Toen, toen ik nog niet geboren was, bereidde
jij mij vol liefde voor op het komende leven.
Je liet mij zien wat komen ging, zodat ik
in mijn hart ‘ja’ leerde zeggen tegen dat leven.
Toen ik een kind was, droeg je me vol liefde.
Je doorstraalde mijn ziel met jouw weten
en in mijn ogen fonkelde jouw geestkracht
als een oeroude wijsheid die ontroert.
Toen ik opgroeide, legde je de idealen
die mijn leven zouden gaan bepalen,
in mijn hart neer. Sinds die tijd leef ik
voor wat jij toen als bezieling in mij legde.

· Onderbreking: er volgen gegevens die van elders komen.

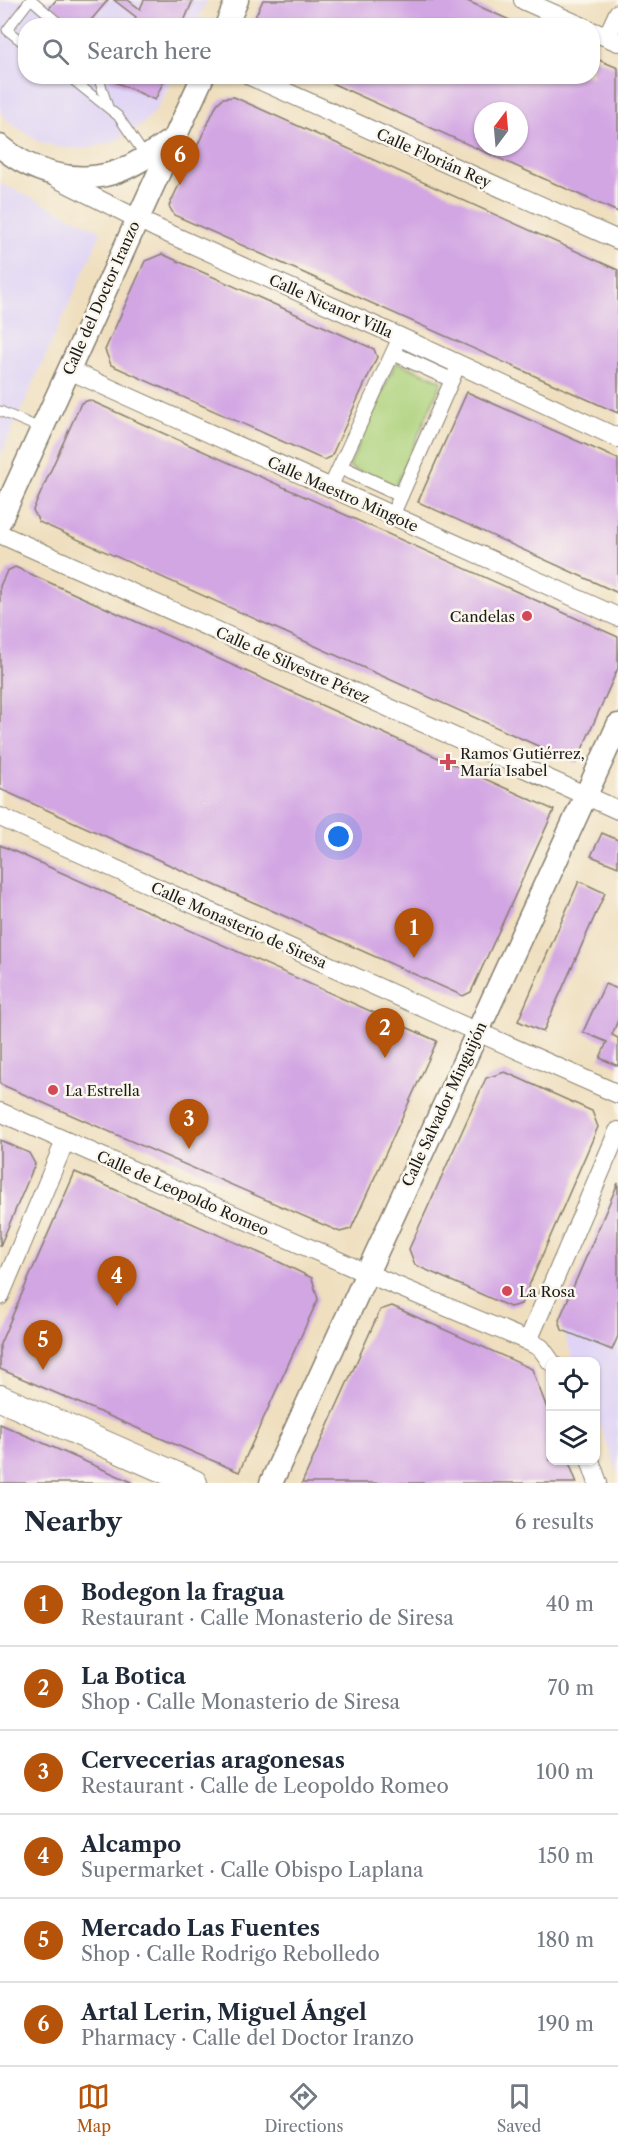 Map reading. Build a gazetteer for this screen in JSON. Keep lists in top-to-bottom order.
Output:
{
  "streets": {
    "street": [
      "Calle Florián Rey",
      "Calle del Doctor Iranzo",
      "Calle Nicanor Villa",
      "Calle Maestro Mingote",
      "Calle de Silvestre Pérez",
      "Calle Monasterio de Siresa",
      "Calle Salvador Minguijón",
      "Calle de Leopoldo Romeo"
    ]
  },
  "crossings": [
    ["Calle del Doctor Iranzo", "Calle Nicanor Villa"],
    ["Calle del Doctor Iranzo", "Calle Maestro Mingote"],
    ["Calle de Silvestre Pérez", "Calle Salvador Minguijón"],
    ["Calle Monasterio de Siresa", "Calle Salvador Minguijón"],
    ["Calle Salvador Minguijón", "Calle de Leopoldo Romeo"]
  ],
  "places": {
    "other": ["Candelas", "La Estrella", "La Rosa"],
    "health": ["Ramos Gutiérrez, María Isabel"]
  },
  "north": "top",
  "page": {
    "search": "Search here",
    "pins": [
      "6",
      "1",
      "2",
      "3",
      "4",
      "5"
    ],
    "heading": ["Nearby", "6 results"],
    "list": [
      {
        "mark": "1",
        "name": "Bodegon la fragua",
        "note": "Restaurant · Calle Monasterio de Siresa",
        "value": "40 m"
      },
      {
        "mark": "2",
        "name": "La Botica",
        "note": "Shop · Calle Monasterio de Siresa",
        "value": "70 m"
      },
      {
        "mark": "3",
        "name": "Cervecerias aragonesas",
        "note": "Restaurant · Calle de Leopoldo Romeo",
        "value": "100 m"
      },
      {
        "mark": "4",
        "name": "Alcampo",
        "note": "Supermarket · Calle Obispo Laplana",
        "value": "150 m"
      },
      {
        "mark": "5",
        "name": "Mercado Las Fuentes",
        "note": "Shop · Calle Rodrigo Rebolledo",
        "value": "180 m"
      },
      {
        "mark": "6",
        "name": "Artal Lerin, Miguel Ángel",
        "note": "Pharmacy · Calle del Doctor Iranzo",
        "value": "190 m"
      }
    ],
    "nav": ["Map", "Directions", "Saved"]
  }
}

Toen ik volwassen werd, trok je je meer
en meer terug om mij de vrijheid te geven
mijn eigen weg te gaan. In je liefdevolle
terughoudendheid begeleidde je mij toen
van buitenaf, door allerlei ‘toevalligheden’:
een spontane ontmoeting, een boek dat mij
in handen werd gedrukt, een telefoontje.
Toen ik ouder en ouder werd en ik weer tijd
kreeg voor mezelf, kwam je me weer nader:
Je riep voor mij de herinneringen van het
nu bijna voorbije leven wakker, zodat ik
mij bewust zou worden van wat dit leven
mij gebracht, gegeven en geleerd heeft.
En straks, als ik sterf, sta je mij op de grens
op te wachten; dan zal ik jou weer zien
van aangezicht tot aangezicht, jij, mijn engel,
mijn geliefde metgezel. Door jouw ogen
zal ik terugkijken en vol dankbaarheid zal ik
de zin van mijn voorbije leven gaan begrijpen.
Jij, mijn engel, ik weet: je geeft me zoveel,
je geeft jezelf aan mij, wat dat jou ook kost.
Nu bid ik dat ook jij zult mogen groeien
door alles wat wij aan en met elkaar beleefden.
Jij, mijn engel, je bent de dragende kracht
van mijn leven, mijn houvast en mijn liefde.